RECORDS FOR THIS TASK -
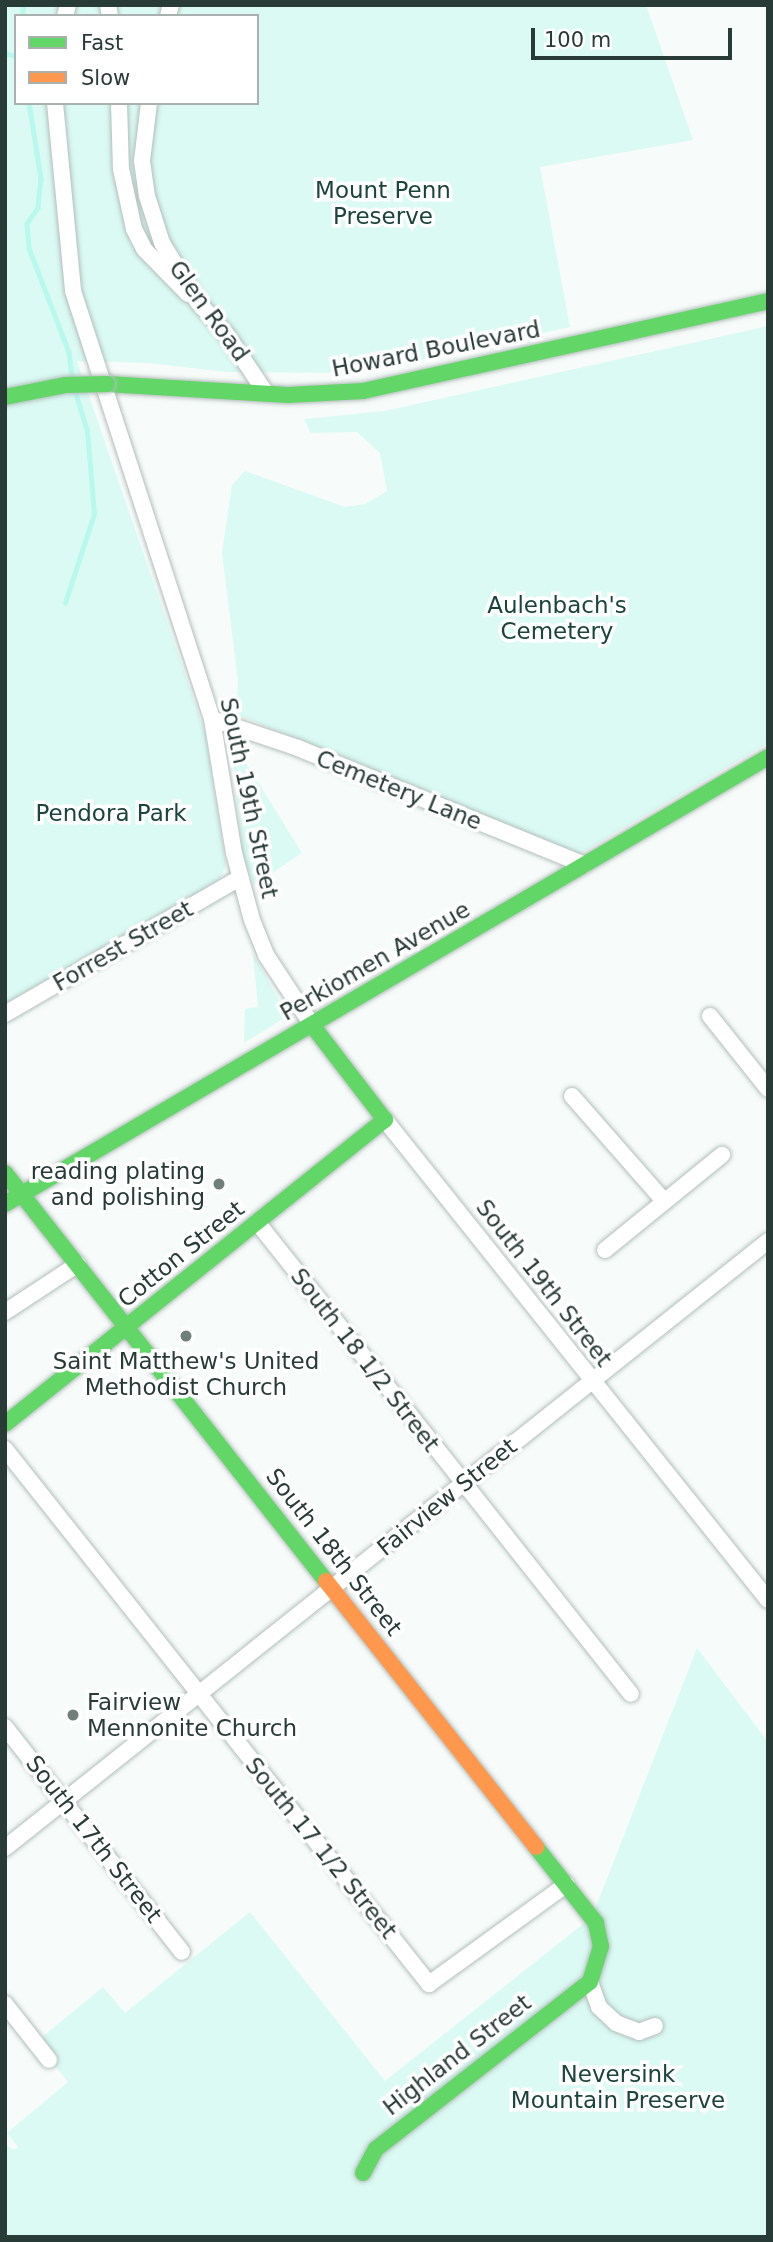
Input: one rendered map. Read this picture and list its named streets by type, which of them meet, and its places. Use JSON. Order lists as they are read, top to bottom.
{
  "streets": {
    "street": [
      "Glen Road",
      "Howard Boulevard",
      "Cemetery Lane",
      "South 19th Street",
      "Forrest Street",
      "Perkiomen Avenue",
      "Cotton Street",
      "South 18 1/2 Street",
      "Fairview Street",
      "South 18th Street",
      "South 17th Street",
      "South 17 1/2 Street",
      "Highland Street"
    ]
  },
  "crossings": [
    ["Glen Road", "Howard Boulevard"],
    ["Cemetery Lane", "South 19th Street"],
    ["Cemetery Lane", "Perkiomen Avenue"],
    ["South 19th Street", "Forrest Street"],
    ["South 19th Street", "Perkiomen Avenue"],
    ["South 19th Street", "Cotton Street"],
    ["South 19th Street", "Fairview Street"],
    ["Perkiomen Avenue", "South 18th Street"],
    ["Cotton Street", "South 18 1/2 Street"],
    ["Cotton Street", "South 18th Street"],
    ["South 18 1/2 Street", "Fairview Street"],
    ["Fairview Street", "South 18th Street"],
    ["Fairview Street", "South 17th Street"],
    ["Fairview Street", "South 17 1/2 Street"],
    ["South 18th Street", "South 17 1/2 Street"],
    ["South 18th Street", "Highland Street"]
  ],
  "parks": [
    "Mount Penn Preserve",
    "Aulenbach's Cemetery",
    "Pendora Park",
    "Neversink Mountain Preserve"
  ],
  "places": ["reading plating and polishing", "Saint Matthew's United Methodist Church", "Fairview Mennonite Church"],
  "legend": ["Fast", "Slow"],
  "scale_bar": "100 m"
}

EXERCISE OBJECTIVE - Please reproduce each entry exactly as given and omit the pictures.

EXERCISE SOLUTION -
Input: one rendered map. Read this picture and list its named streets by type, which of them meet, and its places. Use JSON. Order lists as they are read, top to bottom.
{
  "streets": {
    "street": [
      "Glen Road",
      "Howard Boulevard",
      "Cemetery Lane",
      "South 19th Street",
      "Forrest Street",
      "Perkiomen Avenue",
      "Cotton Street",
      "South 18 1/2 Street",
      "Fairview Street",
      "South 18th Street",
      "South 17th Street",
      "South 17 1/2 Street",
      "Highland Street"
    ]
  },
  "crossings": [
    ["Glen Road", "Howard Boulevard"],
    ["Cemetery Lane", "South 19th Street"],
    ["Cemetery Lane", "Perkiomen Avenue"],
    ["South 19th Street", "Forrest Street"],
    ["South 19th Street", "Perkiomen Avenue"],
    ["South 19th Street", "Cotton Street"],
    ["South 19th Street", "Fairview Street"],
    ["Perkiomen Avenue", "South 18th Street"],
    ["Cotton Street", "South 18 1/2 Street"],
    ["Cotton Street", "South 18th Street"],
    ["South 18 1/2 Street", "Fairview Street"],
    ["Fairview Street", "South 18th Street"],
    ["Fairview Street", "South 17th Street"],
    ["Fairview Street", "South 17 1/2 Street"],
    ["South 18th Street", "South 17 1/2 Street"],
    ["South 18th Street", "Highland Street"]
  ],
  "parks": [
    "Mount Penn Preserve",
    "Aulenbach's Cemetery",
    "Pendora Park",
    "Neversink Mountain Preserve"
  ],
  "places": ["reading plating and polishing", "Saint Matthew's United Methodist Church", "Fairview Mennonite Church"],
  "legend": ["Fast", "Slow"],
  "scale_bar": "100 m"
}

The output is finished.